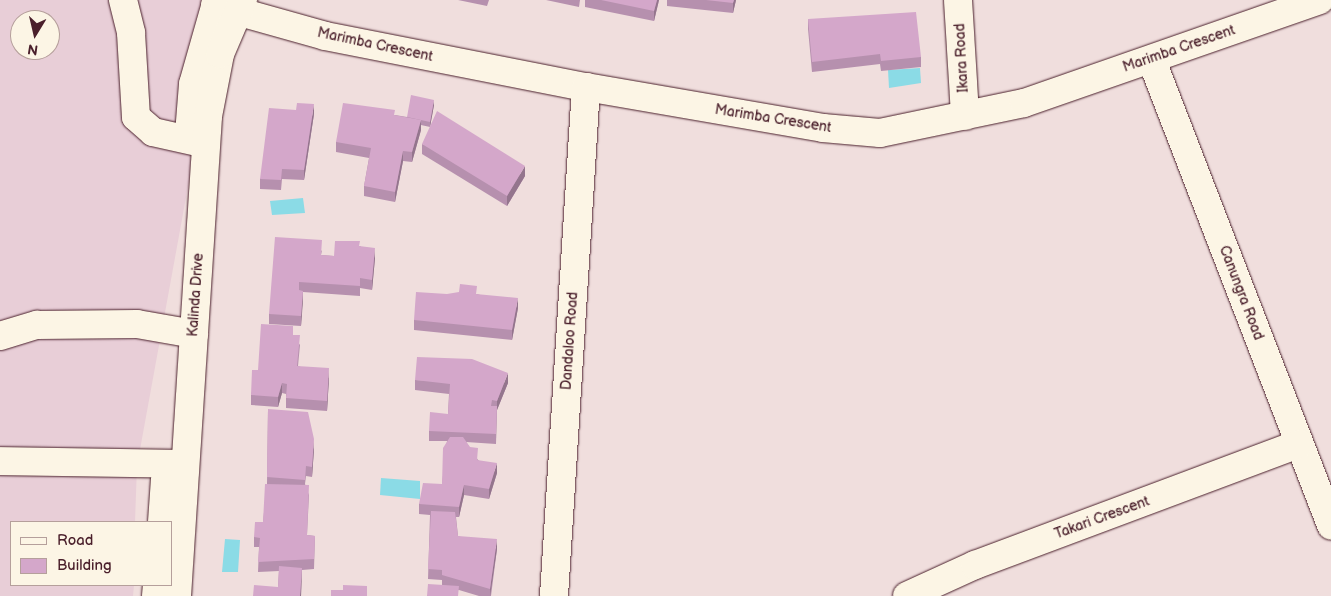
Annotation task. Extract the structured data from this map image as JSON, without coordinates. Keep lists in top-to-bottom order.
{
  "streets": {
    "street": [
      "Marimba Crescent",
      "Ikara Road",
      "Canungra Road",
      "Kalinda Drive",
      "Dandaloo Road",
      "Takari Crescent"
    ]
  },
  "crossings": [
    ["Marimba Crescent", "Ikara Road"],
    ["Marimba Crescent", "Canungra Road"],
    ["Marimba Crescent", "Kalinda Drive"],
    ["Marimba Crescent", "Dandaloo Road"],
    ["Canungra Road", "Takari Crescent"]
  ],
  "legend": ["Road", "Building"],
  "north": "bottom"
}
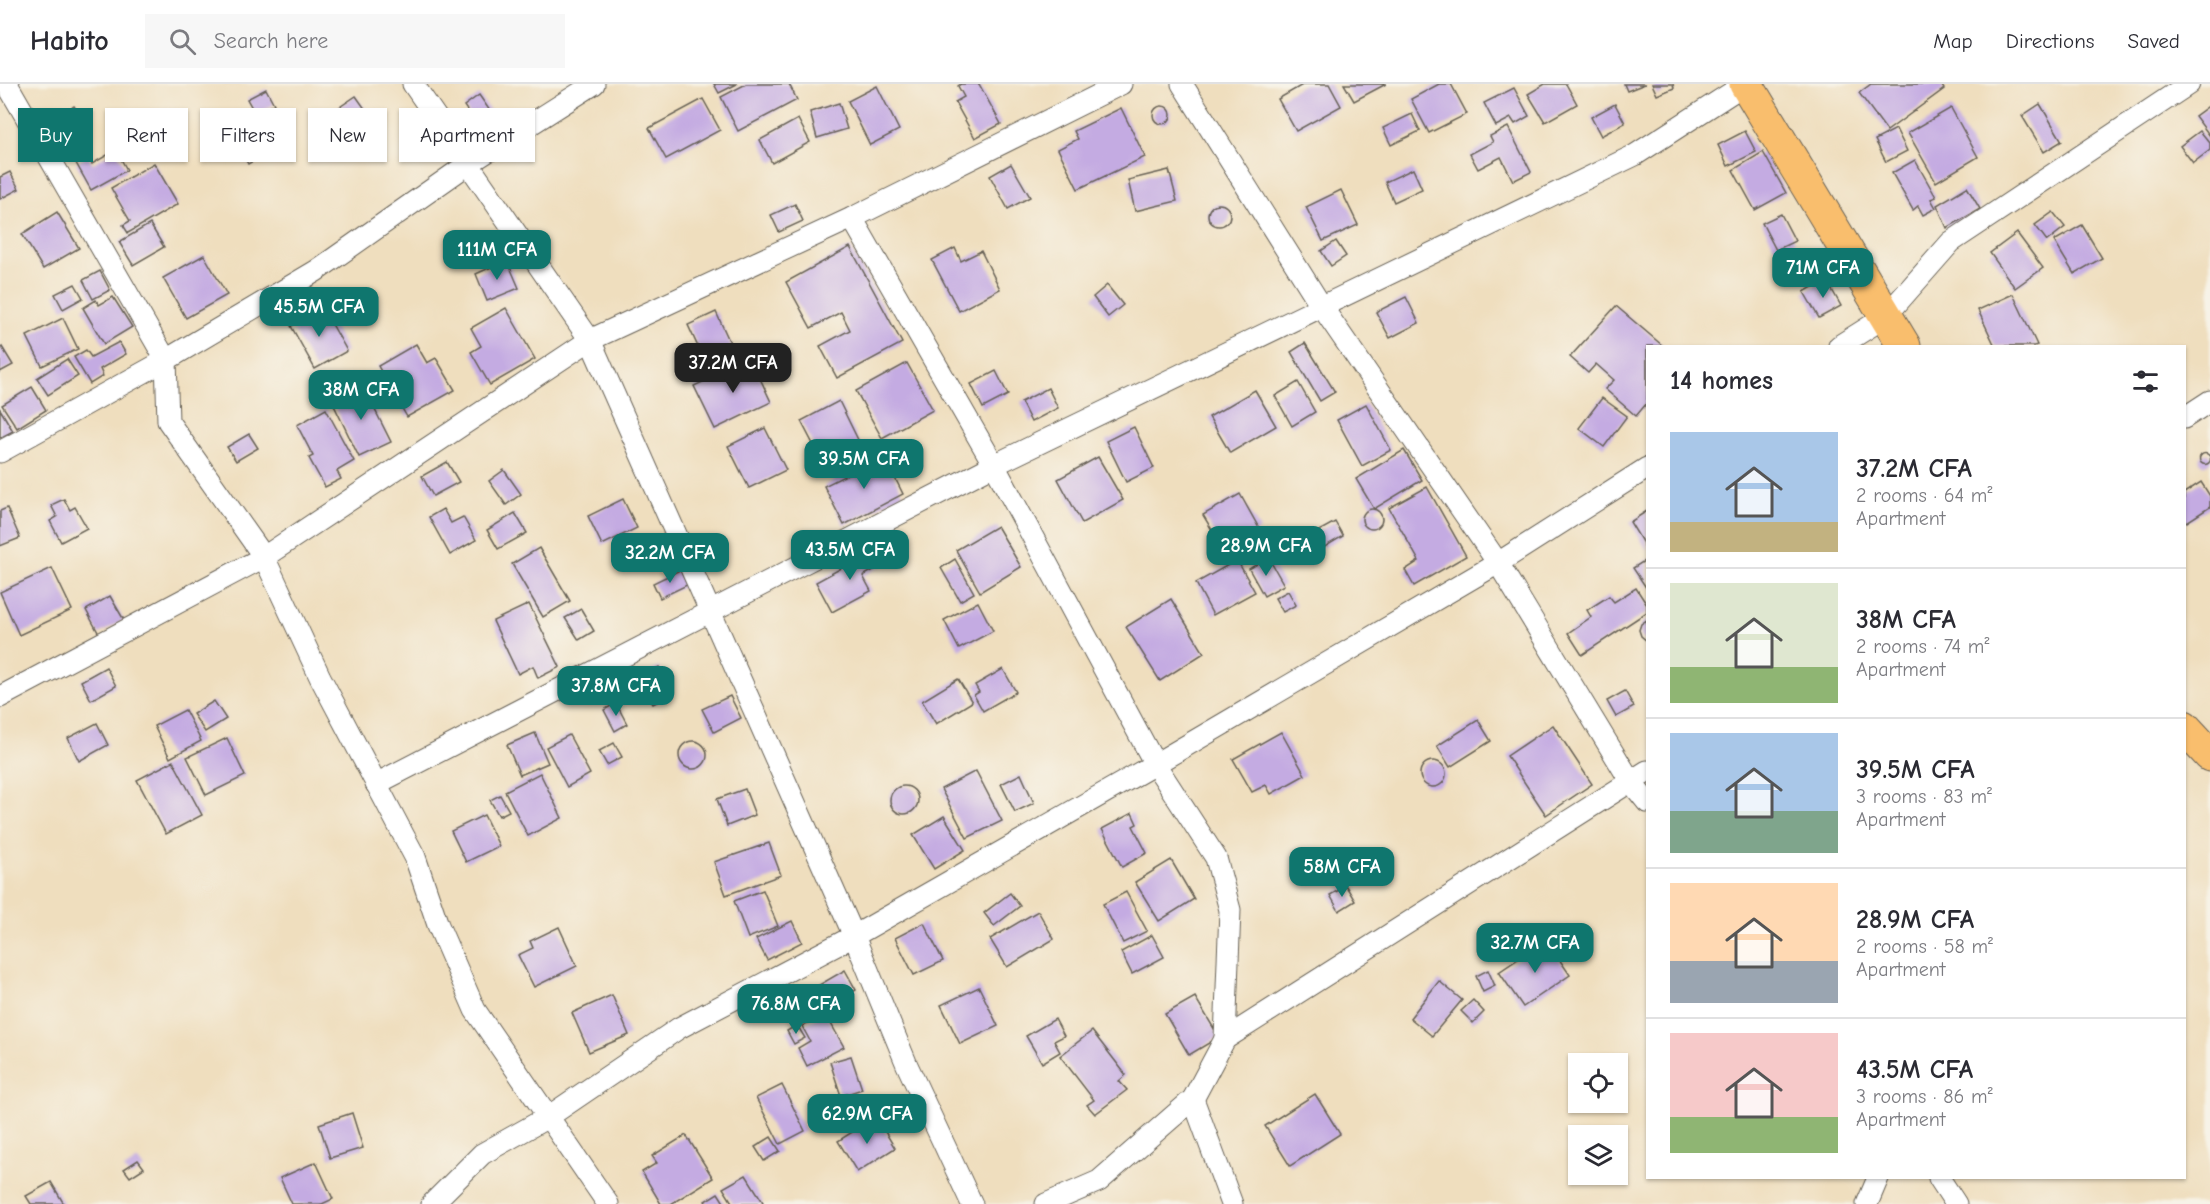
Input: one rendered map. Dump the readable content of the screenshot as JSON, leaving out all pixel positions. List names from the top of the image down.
{
  "page": {
    "header": "Habito",
    "search": "Search here",
    "nav": ["Map", "Directions", "Saved"],
    "chip": [
      "Buy",
      "Rent",
      "Filters",
      "New",
      "Apartment"
    ],
    "price": [
      "111M CFA",
      "71M CFA",
      "45.5M CFA",
      "37.2M CFA",
      "38M CFA",
      "39.5M CFA",
      "28.9M CFA",
      "43.5M CFA",
      "32.2M CFA",
      "37.8M CFA",
      "58M CFA",
      "32.7M CFA",
      "76.8M CFA",
      "62.9M CFA"
    ],
    "heading": "14 homes",
    "list": [
      {
        "name": "37.2M CFA",
        "note": "2 rooms · 64 m² · Apartment"
      },
      {
        "name": "38M CFA",
        "note": "2 rooms · 74 m² · Apartment"
      },
      {
        "name": "39.5M CFA",
        "note": "3 rooms · 83 m² · Apartment"
      },
      {
        "name": "28.9M CFA",
        "note": "2 rooms · 58 m² · Apartment"
      },
      {
        "name": "43.5M CFA",
        "note": "3 rooms · 86 m² · Apartment"
      }
    ]
  }
}
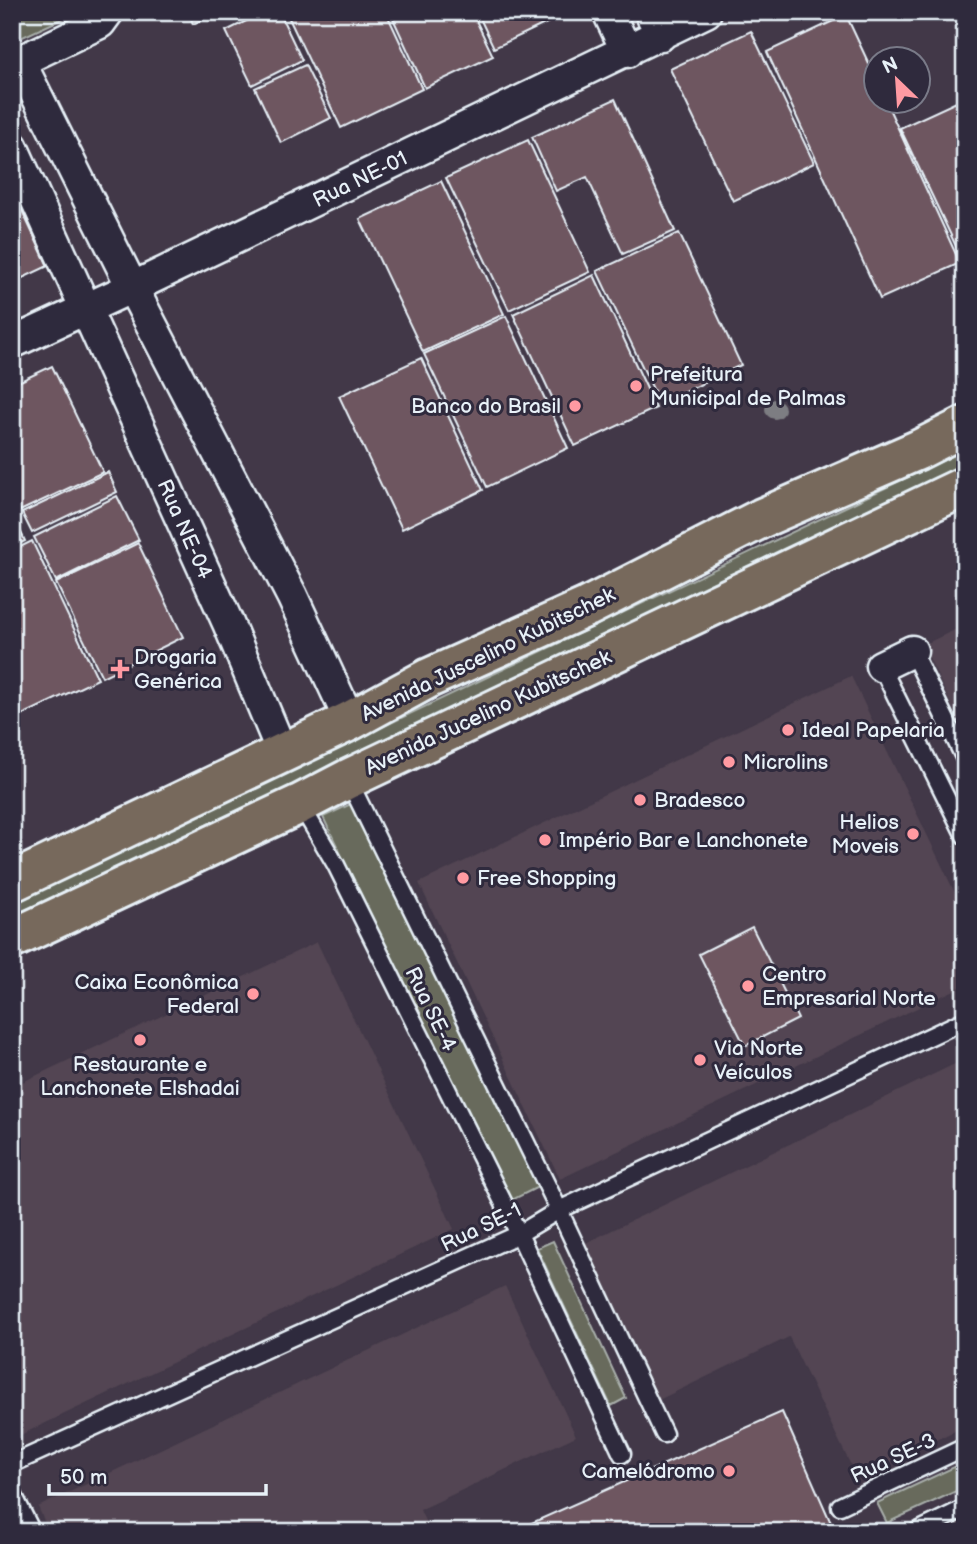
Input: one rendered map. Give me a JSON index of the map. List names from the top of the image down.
{
  "streets": {
    "main road": ["Avenida Juscelino Kubitschek", "Avenida Jucelino Kubitschek"],
    "street": ["Rua NE-01", "Rua NE-04"],
    "lane": ["Rua SE-4", "Rua SE-1", "Rua SE-3"]
  },
  "crossings": [
    ["Rua NE-01", "Rua NE-04"],
    ["Rua NE-04", "Avenida Juscelino Kubitschek"],
    ["Avenida Jucelino Kubitschek", "Rua SE-4"],
    ["Rua SE-4", "Rua SE-1"]
  ],
  "places": {
    "other": [
      "Prefeitura Municipal de Palmas",
      "Banco do Brasil",
      "Ideal Papelaria",
      "Microlins",
      "Bradesco",
      "Helios Moveis",
      "Império Bar e Lanchonete",
      "Free Shopping",
      "Centro Empresarial Norte",
      "Caixa Econômica Federal",
      "Restaurante e Lanchonete Elshadai",
      "Via Norte Veículos",
      "Camelódromo"
    ],
    "health": ["Drogaria Genérica"]
  },
  "scale_bar": "50 m",
  "north": "top left"
}
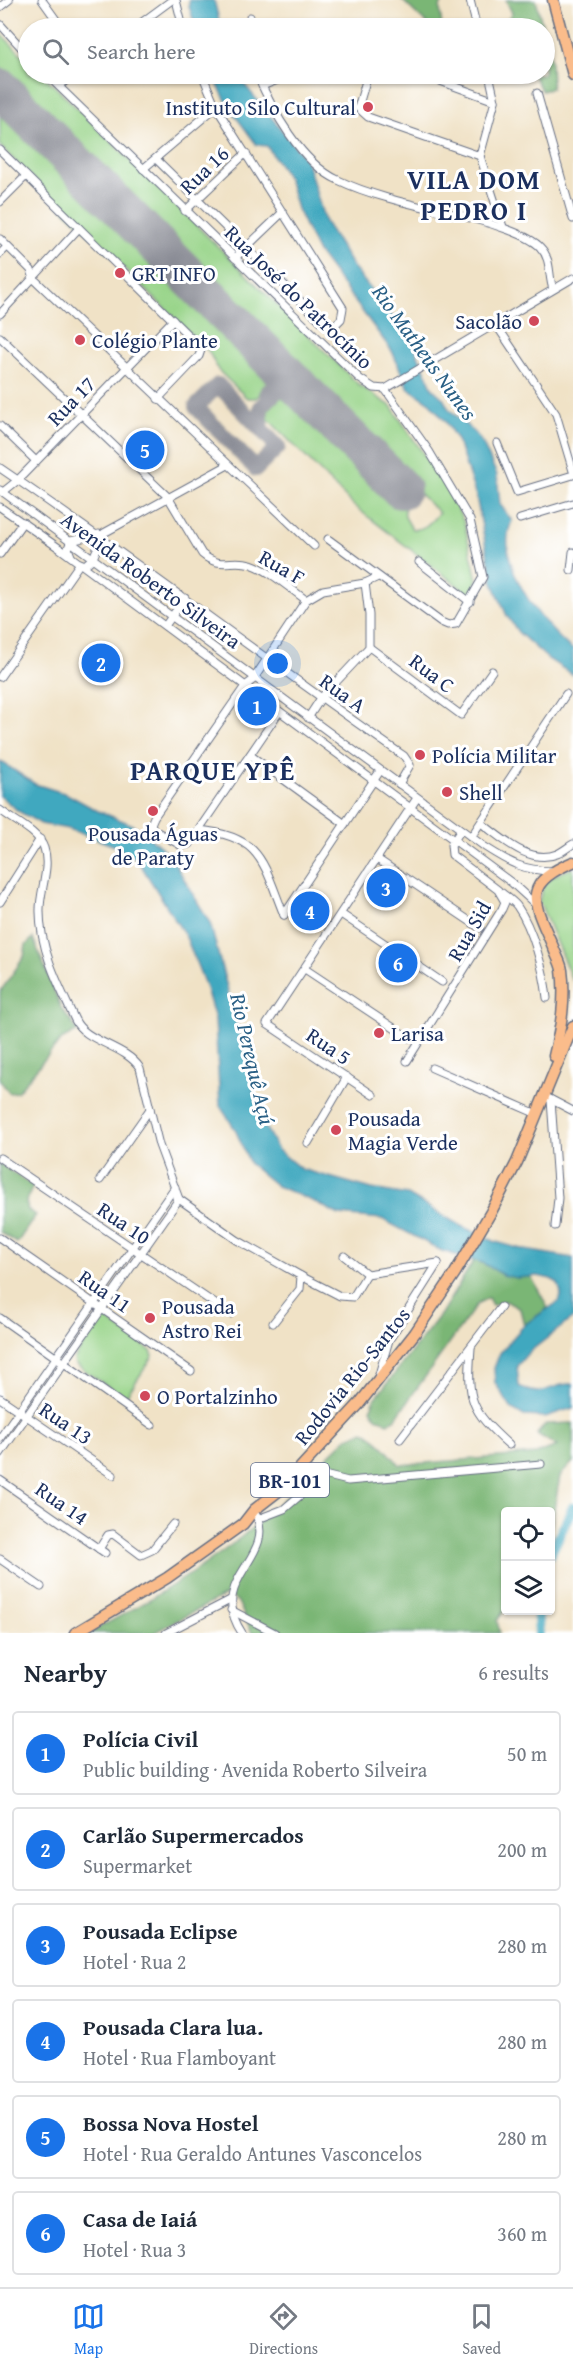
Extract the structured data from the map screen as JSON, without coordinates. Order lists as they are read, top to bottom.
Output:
{
  "streets": {
    "highway": ["Rodovia Rio-Santos", "BR-101"],
    "street": [
      "Rua 16",
      "Rua José do Patrocínio",
      "Rua 17",
      "Rua F",
      "Avenida Roberto Silveira",
      "Rua C",
      "Rua A",
      "Rua Sid",
      "Rua 5",
      "Rua 10",
      "Rua 11",
      "Rua 13",
      "Rua 14"
    ]
  },
  "crossings": [
    ["Rua 16", "Rua José do Patrocínio"],
    ["Rua 17", "Rua A"],
    ["Avenida Roberto Silveira", "Rua A"],
    ["Avenida Roberto Silveira", "Rua Sid"],
    ["Avenida Roberto Silveira", "BR-101"],
    ["Rodovia Rio-Santos", "BR-101"]
  ],
  "districts": ["VILA DOM PEDRO I", "PARQUE YPÊ"],
  "water": ["Rio Matheus Nunes", "Rio Perequê Açú"],
  "places": [
    "Instituto Silo Cultural",
    "GRT INFO",
    "Sacolão",
    "Colégio Plante",
    "Polícia Militar",
    "Shell",
    "Pousada Águas de Paraty",
    "Larisa",
    "Pousada Magia Verde",
    "Pousada Astro Rei",
    "O Portalzinho"
  ],
  "page": {
    "search": "Search here",
    "pins": [
      "5",
      "2",
      "1",
      "3",
      "4",
      "6"
    ],
    "heading": ["Nearby", "6 results"],
    "list": [
      {
        "mark": "1",
        "name": "Polícia Civil",
        "note": "Public building · Avenida Roberto Silveira",
        "value": "50 m"
      },
      {
        "mark": "2",
        "name": "Carlão Supermercados",
        "note": "Supermarket",
        "value": "200 m"
      },
      {
        "mark": "3",
        "name": "Pousada Eclipse",
        "note": "Hotel · Rua 2",
        "value": "280 m"
      },
      {
        "mark": "4",
        "name": "Pousada Clara lua.",
        "note": "Hotel · Rua Flamboyant",
        "value": "280 m"
      },
      {
        "mark": "5",
        "name": "Bossa Nova Hostel",
        "note": "Hotel · Rua Geraldo Antunes Vasconcelos",
        "value": "280 m"
      },
      {
        "mark": "6",
        "name": "Casa de Iaiá",
        "note": "Hotel · Rua 3",
        "value": "360 m"
      }
    ],
    "nav": ["Map", "Directions", "Saved"]
  }
}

==*==

### TASK PROMPT:
A verbatim printout of the entries above is expected, free of pictures.

### WRITTEN ANSWER:
Annotation task. Extract the structured data from this map image as JSON, without coordinates. Keep lists in top-to-bottom order.
{
  "streets": {
    "street": [
      "Marimba Crescent",
      "Ikara Road",
      "Canungra Road",
      "Kalinda Drive",
      "Dandaloo Road",
      "Takari Crescent"
    ]
  },
  "crossings": [
    ["Marimba Crescent", "Ikara Road"],
    ["Marimba Crescent", "Canungra Road"],
    ["Marimba Crescent", "Kalinda Drive"],
    ["Marimba Crescent", "Dandaloo Road"],
    ["Canungra Road", "Takari Crescent"]
  ],
  "legend": ["Road", "Building"],
  "north": "bottom"
}
Input: one rendered map. Dump the readable content of the screenshot as JSON, leaving out all pixel positions. List names from the top of the image down.
{
  "page": {
    "header": "Habito",
    "search": "Search here",
    "nav": ["Map", "Directions", "Saved"],
    "chip": [
      "Buy",
      "Rent",
      "Filters",
      "New",
      "Apartment"
    ],
    "price": [
      "111M CFA",
      "71M CFA",
      "45.5M CFA",
      "37.2M CFA",
      "38M CFA",
      "39.5M CFA",
      "28.9M CFA",
      "43.5M CFA",
      "32.2M CFA",
      "37.8M CFA",
      "58M CFA",
      "32.7M CFA",
      "76.8M CFA",
      "62.9M CFA"
    ],
    "heading": "14 homes",
    "list": [
      {
        "name": "37.2M CFA",
        "note": "2 rooms · 64 m² · Apartment"
      },
      {
        "name": "38M CFA",
        "note": "2 rooms · 74 m² · Apartment"
      },
      {
        "name": "39.5M CFA",
        "note": "3 rooms · 83 m² · Apartment"
      },
      {
        "name": "28.9M CFA",
        "note": "2 rooms · 58 m² · Apartment"
      },
      {
        "name": "43.5M CFA",
        "note": "3 rooms · 86 m² · Apartment"
      }
    ]
  }
}
Input: one rendered map. Give me a JSON index of the map. List names from the top of the image down.
{
  "streets": {
    "main road": ["Avenida Juscelino Kubitschek", "Avenida Jucelino Kubitschek"],
    "street": ["Rua NE-01", "Rua NE-04"],
    "lane": ["Rua SE-4", "Rua SE-1", "Rua SE-3"]
  },
  "crossings": [
    ["Rua NE-01", "Rua NE-04"],
    ["Rua NE-04", "Avenida Juscelino Kubitschek"],
    ["Avenida Jucelino Kubitschek", "Rua SE-4"],
    ["Rua SE-4", "Rua SE-1"]
  ],
  "places": {
    "other": [
      "Prefeitura Municipal de Palmas",
      "Banco do Brasil",
      "Ideal Papelaria",
      "Microlins",
      "Bradesco",
      "Helios Moveis",
      "Império Bar e Lanchonete",
      "Free Shopping",
      "Centro Empresarial Norte",
      "Caixa Econômica Federal",
      "Restaurante e Lanchonete Elshadai",
      "Via Norte Veículos",
      "Camelódromo"
    ],
    "health": ["Drogaria Genérica"]
  },
  "scale_bar": "50 m",
  "north": "top left"
}
Extract the structured data from the map screen as JSON, without coordinates. Order lists as they are read, top to bottom.
Output:
{
  "streets": {
    "highway": ["Rodovia Rio-Santos", "BR-101"],
    "street": [
      "Rua 16",
      "Rua José do Patrocínio",
      "Rua 17",
      "Rua F",
      "Avenida Roberto Silveira",
      "Rua C",
      "Rua A",
      "Rua Sid",
      "Rua 5",
      "Rua 10",
      "Rua 11",
      "Rua 13",
      "Rua 14"
    ]
  },
  "crossings": [
    ["Rua 16", "Rua José do Patrocínio"],
    ["Rua 17", "Rua A"],
    ["Avenida Roberto Silveira", "Rua A"],
    ["Avenida Roberto Silveira", "Rua Sid"],
    ["Avenida Roberto Silveira", "BR-101"],
    ["Rodovia Rio-Santos", "BR-101"]
  ],
  "districts": ["VILA DOM PEDRO I", "PARQUE YPÊ"],
  "water": ["Rio Matheus Nunes", "Rio Perequê Açú"],
  "places": [
    "Instituto Silo Cultural",
    "GRT INFO",
    "Sacolão",
    "Colégio Plante",
    "Polícia Militar",
    "Shell",
    "Pousada Águas de Paraty",
    "Larisa",
    "Pousada Magia Verde",
    "Pousada Astro Rei",
    "O Portalzinho"
  ],
  "page": {
    "search": "Search here",
    "pins": [
      "5",
      "2",
      "1",
      "3",
      "4",
      "6"
    ],
    "heading": ["Nearby", "6 results"],
    "list": [
      {
        "mark": "1",
        "name": "Polícia Civil",
        "note": "Public building · Avenida Roberto Silveira",
        "value": "50 m"
      },
      {
        "mark": "2",
        "name": "Carlão Supermercados",
        "note": "Supermarket",
        "value": "200 m"
      },
      {
        "mark": "3",
        "name": "Pousada Eclipse",
        "note": "Hotel · Rua 2",
        "value": "280 m"
      },
      {
        "mark": "4",
        "name": "Pousada Clara lua.",
        "note": "Hotel · Rua Flamboyant",
        "value": "280 m"
      },
      {
        "mark": "5",
        "name": "Bossa Nova Hostel",
        "note": "Hotel · Rua Geraldo Antunes Vasconcelos",
        "value": "280 m"
      },
      {
        "mark": "6",
        "name": "Casa de Iaiá",
        "note": "Hotel · Rua 3",
        "value": "360 m"
      }
    ],
    "nav": ["Map", "Directions", "Saved"]
  }
}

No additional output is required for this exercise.